As adults, shame is subjective; it goes by names like ego, pride and guilt but doesn’t show up as itself so readily. As children, shame takes on a very different connotation and can breed within a person a harmful tendency toward self-deprecation in its many and varied forms.
Each and every one of us has an inner child and an inner adult. Some children grow into their inner adult, some adults grow into their inner children; it is all relative to the work you do with them and your acceptance of the existence of them both. Beyond acceptance, respect for both of these people is a beautiful integration of SELF!

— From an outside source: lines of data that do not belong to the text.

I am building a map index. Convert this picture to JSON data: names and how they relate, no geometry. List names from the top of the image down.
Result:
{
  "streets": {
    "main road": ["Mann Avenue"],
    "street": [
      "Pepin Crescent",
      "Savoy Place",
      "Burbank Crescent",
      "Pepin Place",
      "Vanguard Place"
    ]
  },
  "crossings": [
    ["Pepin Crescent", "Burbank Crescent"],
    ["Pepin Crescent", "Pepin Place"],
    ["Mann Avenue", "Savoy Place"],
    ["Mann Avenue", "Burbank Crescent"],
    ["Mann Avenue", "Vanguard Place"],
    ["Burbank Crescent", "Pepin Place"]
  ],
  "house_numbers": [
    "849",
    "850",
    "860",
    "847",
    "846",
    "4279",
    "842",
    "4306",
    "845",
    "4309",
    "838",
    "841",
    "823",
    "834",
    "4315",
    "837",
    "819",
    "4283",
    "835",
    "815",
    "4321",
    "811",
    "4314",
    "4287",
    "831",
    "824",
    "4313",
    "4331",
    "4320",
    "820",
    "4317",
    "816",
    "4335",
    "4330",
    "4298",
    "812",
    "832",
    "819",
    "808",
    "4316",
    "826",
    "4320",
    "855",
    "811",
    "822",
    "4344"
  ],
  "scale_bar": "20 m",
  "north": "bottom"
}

Knowing this, if you had a child in front of you, would you ever let them feel so awful? Would you allow a small child to carry such a weight, to misinterpret so fully that they are taking the blame and burdening themselves with the responsibility? I highly doubt it! I bet what you would likely see is a hurting child. Does this child have the capacity to deal with the situation they are telling you about? Are they really old enough to understand the full story of what they are experiencing? Are they old enough to allocate responsibility where it actually belongs?
This is a perspective exercise that can help with many a dark night of the soul. Treat yourself as if you were a friend sitting across from you in your living room, spilling their beans about their dilemmas – this is a profound tool because humans tend to find it easier to solve the problems of others more than their own. Try it sometime!

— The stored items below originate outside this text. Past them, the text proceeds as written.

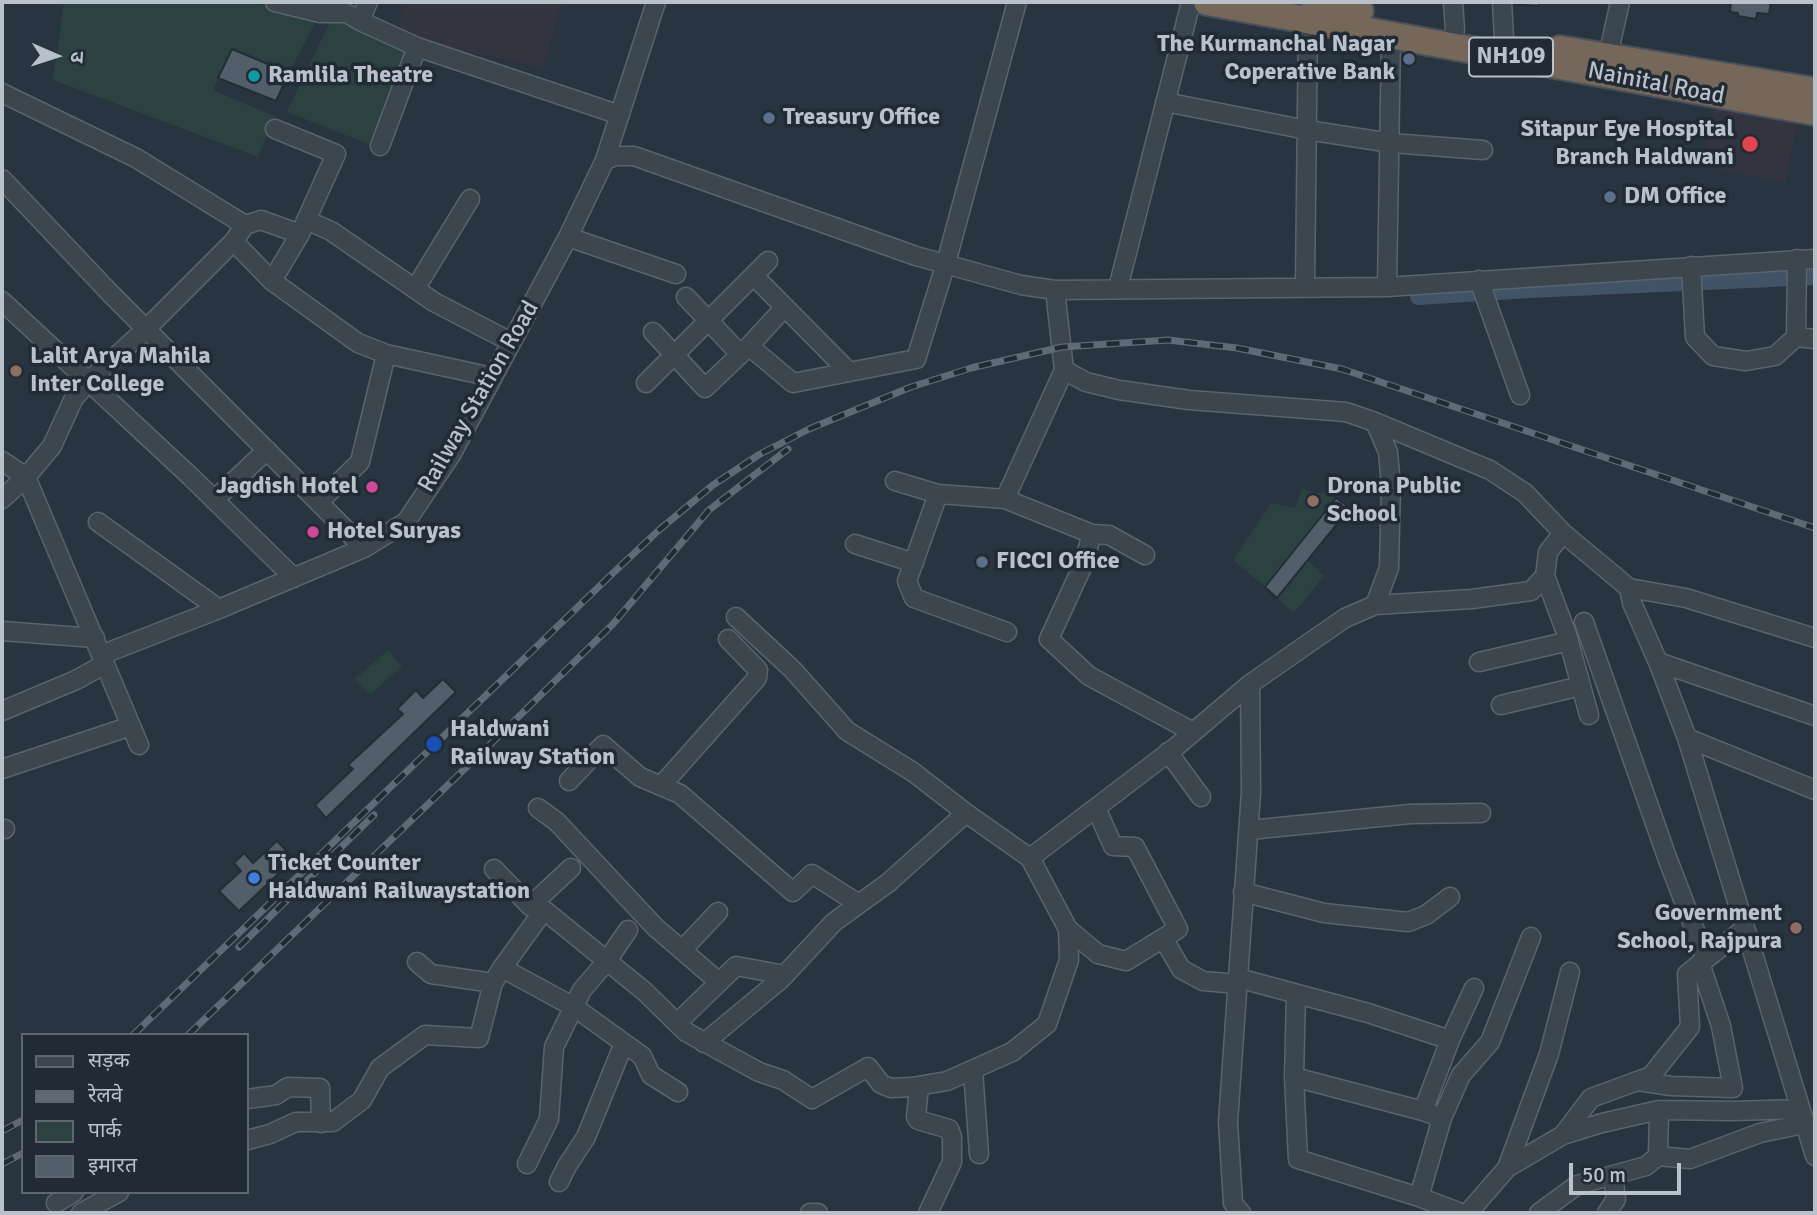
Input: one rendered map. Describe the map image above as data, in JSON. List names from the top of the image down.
{
  "streets": {
    "highway": ["NH109", "Nainital Road"],
    "street": ["Railway Station Road"]
  },
  "places": [
    "The Kurmanchal Nagar Coperative Bank",
    "Ramlila Theatre",
    "Treasury Office",
    "Sitapur Eye Hospital Branch Haldwani",
    "DM Office",
    "Lalit Arya Mahila Inter College",
    "Jagdish Hotel",
    "Drona Public School",
    "Hotel Suryas",
    "FICCI Office",
    "Haldwani Railway Station",
    "Ticket Counter Haldwani Railwaystation",
    "Government School, Rajpura"
  ],
  "legend": [
    "सड़क",
    "रेलवे",
    "पार्क",
    "इमारत"
  ],
  "scale_bar": "50 m",
  "north": "right"
}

We all have a shame voice. It is a distasteful sound and it is easier, as with many distasteful things, to push it away. The thing about mental voices you push away though, is they can come back with a vengeance in the body and before you know it, that teeny, icky voice has hurt your shoulder, has torn a disc in your back or become cancer. Worse still, you could hurt someone else. Un-nurtured emotions fester. What begins as tiny neural pathways invisible to the naked eye can end up a highway to destruction if love and sense do not intervene…
It is perfectly okay to have a shame voice, it is even perfectly okay to hear it and know it and talk to it. Accept within yourself that this is, by default or otherwise, a part of you. Don’t be afraid to look at what it shows you – sure that could be ugly, but it is in the past and so can be used to learn from. Looking at this as an objective third person really helps to distinguish whether the shame is real and something you need to take action on or something that doesn’t even really add up or matter that much in the long run. Does it really have anything to do with whom you want to be in the world today?
‘You’re braver than you believe, and stronger than you seem, and smarter than you think’ – Christopher Robin
With this distinction comes the possibility to let shame go; moreover, to let shame be. Can you let it come to the surface? Can you sit with it and discuss its intricacies? Can you let go of that corseted feeling it causes inside you? When? Could you even do it now? GO FOR IT!